* **THE RECORDS**:

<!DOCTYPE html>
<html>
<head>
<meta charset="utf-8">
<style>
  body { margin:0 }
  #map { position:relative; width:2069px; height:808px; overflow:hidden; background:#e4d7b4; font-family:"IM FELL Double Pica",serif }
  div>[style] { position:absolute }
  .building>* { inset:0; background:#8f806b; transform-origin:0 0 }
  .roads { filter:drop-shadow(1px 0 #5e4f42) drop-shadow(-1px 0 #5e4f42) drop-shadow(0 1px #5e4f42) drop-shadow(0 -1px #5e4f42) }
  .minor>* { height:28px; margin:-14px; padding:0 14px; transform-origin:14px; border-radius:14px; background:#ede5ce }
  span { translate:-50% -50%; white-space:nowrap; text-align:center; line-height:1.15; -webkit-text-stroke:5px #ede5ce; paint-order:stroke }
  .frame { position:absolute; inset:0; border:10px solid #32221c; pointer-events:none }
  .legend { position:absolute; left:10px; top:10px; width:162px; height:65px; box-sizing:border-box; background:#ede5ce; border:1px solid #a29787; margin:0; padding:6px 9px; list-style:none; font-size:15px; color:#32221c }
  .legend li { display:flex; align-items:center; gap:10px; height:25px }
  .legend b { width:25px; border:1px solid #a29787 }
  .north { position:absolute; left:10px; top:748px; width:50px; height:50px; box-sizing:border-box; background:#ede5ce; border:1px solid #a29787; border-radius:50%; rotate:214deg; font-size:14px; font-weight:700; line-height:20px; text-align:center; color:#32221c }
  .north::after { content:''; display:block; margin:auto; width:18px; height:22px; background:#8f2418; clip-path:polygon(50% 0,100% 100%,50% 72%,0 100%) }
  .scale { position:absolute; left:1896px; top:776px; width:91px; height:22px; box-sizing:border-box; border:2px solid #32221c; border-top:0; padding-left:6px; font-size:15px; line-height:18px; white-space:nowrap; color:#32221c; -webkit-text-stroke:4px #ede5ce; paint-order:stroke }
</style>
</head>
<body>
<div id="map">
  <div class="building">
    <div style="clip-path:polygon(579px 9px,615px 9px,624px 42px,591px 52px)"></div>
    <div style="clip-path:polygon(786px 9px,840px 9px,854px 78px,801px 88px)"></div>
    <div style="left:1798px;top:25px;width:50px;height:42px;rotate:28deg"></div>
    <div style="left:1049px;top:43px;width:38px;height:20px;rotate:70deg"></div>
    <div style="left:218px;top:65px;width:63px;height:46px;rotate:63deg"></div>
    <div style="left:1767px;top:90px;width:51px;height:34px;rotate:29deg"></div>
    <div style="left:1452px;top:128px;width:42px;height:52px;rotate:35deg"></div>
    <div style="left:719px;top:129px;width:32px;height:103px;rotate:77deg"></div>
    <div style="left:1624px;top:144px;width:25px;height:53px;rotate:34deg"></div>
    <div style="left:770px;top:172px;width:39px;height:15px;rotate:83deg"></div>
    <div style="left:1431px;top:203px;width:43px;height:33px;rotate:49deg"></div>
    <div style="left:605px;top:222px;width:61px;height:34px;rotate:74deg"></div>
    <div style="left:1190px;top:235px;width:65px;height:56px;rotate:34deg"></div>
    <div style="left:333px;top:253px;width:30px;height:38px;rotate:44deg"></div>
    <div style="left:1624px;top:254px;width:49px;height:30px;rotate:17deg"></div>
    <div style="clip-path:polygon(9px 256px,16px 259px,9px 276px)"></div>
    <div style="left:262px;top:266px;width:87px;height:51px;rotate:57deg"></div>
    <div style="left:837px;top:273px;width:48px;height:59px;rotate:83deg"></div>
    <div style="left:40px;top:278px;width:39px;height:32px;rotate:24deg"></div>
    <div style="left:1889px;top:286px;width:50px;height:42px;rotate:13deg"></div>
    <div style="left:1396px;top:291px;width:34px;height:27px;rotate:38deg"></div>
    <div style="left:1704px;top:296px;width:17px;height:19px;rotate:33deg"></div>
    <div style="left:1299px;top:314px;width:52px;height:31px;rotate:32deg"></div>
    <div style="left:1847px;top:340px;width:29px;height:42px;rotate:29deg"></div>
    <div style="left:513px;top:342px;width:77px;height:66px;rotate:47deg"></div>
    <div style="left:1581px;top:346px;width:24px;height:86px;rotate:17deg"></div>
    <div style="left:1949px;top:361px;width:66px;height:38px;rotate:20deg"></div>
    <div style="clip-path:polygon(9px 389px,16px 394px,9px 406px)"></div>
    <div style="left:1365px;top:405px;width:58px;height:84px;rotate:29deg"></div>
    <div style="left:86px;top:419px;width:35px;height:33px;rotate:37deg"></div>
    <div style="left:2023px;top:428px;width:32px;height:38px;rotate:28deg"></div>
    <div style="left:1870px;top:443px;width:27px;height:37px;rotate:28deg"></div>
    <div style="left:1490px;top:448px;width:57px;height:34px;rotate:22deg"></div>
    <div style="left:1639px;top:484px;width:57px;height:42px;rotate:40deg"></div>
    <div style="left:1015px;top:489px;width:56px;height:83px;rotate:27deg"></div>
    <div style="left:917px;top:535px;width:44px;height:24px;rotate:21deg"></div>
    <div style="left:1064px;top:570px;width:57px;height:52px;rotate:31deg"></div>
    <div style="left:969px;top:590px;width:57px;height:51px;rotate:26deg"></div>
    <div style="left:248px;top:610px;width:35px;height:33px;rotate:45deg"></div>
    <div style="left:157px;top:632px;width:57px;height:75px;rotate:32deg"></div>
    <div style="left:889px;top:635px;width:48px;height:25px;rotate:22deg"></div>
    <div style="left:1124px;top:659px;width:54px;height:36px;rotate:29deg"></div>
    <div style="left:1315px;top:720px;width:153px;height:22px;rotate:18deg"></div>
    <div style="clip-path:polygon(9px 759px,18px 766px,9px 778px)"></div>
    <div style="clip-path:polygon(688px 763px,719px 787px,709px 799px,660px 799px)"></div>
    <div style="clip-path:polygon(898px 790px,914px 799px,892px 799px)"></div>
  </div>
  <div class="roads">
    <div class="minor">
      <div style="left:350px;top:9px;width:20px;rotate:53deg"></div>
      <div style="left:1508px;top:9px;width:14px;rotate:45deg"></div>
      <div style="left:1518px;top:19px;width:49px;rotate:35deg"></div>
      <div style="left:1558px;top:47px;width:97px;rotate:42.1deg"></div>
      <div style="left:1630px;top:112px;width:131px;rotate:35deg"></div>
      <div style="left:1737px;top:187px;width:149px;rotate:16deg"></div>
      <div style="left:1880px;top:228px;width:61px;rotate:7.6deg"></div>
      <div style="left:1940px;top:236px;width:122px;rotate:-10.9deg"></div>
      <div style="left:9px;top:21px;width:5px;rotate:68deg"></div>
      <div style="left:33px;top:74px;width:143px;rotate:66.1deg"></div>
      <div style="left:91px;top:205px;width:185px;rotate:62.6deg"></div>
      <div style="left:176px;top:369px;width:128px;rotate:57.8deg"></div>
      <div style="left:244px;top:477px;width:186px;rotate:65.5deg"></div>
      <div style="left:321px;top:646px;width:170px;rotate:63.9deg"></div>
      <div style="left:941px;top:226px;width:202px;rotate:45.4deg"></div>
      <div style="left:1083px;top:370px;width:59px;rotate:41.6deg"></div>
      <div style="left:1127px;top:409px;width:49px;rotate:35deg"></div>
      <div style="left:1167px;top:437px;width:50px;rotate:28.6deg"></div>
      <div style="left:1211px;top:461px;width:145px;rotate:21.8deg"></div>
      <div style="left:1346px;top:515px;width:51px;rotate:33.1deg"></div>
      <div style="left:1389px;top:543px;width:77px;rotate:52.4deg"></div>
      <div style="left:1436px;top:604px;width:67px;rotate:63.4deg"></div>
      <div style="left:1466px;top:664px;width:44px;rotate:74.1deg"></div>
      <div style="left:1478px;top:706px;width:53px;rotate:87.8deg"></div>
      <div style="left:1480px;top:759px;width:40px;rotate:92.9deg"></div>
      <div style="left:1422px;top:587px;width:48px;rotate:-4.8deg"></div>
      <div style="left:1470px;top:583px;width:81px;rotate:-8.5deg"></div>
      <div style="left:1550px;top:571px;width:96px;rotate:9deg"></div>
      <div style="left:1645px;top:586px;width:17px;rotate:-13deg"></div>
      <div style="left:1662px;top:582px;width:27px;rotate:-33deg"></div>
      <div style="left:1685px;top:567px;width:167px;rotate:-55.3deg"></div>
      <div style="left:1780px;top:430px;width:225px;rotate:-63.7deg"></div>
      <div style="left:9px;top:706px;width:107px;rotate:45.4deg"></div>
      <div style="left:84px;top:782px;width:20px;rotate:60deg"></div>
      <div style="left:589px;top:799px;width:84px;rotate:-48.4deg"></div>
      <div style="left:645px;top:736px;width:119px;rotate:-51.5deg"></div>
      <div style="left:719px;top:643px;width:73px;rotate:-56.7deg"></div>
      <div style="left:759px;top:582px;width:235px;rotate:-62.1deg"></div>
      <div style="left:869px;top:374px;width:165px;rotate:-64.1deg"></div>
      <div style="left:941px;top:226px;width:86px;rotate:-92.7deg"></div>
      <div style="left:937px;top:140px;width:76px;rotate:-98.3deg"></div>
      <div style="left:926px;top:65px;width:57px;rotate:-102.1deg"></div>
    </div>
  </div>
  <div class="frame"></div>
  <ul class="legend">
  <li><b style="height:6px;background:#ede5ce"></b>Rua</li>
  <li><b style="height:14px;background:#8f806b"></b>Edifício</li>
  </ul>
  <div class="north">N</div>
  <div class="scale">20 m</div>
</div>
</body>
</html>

* **THE TASK**: Beginning with the first line of the listing above, please write out every line exactly until you reach the line that contains "position:absolute; left:10px; top:748px;", and include that one too.

* **SOLUTION FOR THIS EXERCISE**:
<!DOCTYPE html>
<html>
<head>
<meta charset="utf-8">
<style>
  body { margin:0 }
  #map { position:relative; width:2069px; height:808px; overflow:hidden; background:#e4d7b4; font-family:"IM FELL Double Pica",serif }
  div>[style] { position:absolute }
  .building>* { inset:0; background:#8f806b; transform-origin:0 0 }
  .roads { filter:drop-shadow(1px 0 #5e4f42) drop-shadow(-1px 0 #5e4f42) drop-shadow(0 1px #5e4f42) drop-shadow(0 -1px #5e4f42) }
  .minor>* { height:28px; margin:-14px; padding:0 14px; transform-origin:14px; border-radius:14px; background:#ede5ce }
  span { translate:-50% -50%; white-space:nowrap; text-align:center; line-height:1.15; -webkit-text-stroke:5px #ede5ce; paint-order:stroke }
  .frame { position:absolute; inset:0; border:10px solid #32221c; pointer-events:none }
  .legend { position:absolute; left:10px; top:10px; width:162px; height:65px; box-sizing:border-box; background:#ede5ce; border:1px solid #a29787; margin:0; padding:6px 9px; list-style:none; font-size:15px; color:#32221c }
  .legend li { display:flex; align-items:center; gap:10px; height:25px }
  .legend b { width:25px; border:1px solid #a29787 }
  .north { position:absolute; left:10px; top:748px; width:50px; height:50px; box-sizing:border-box; background:#ede5ce; border:1px solid #a29787; border-radius:50%; rotate:214deg; font-size:14px; font-weight:700; line-height:20px; text-align:center; color:#32221c }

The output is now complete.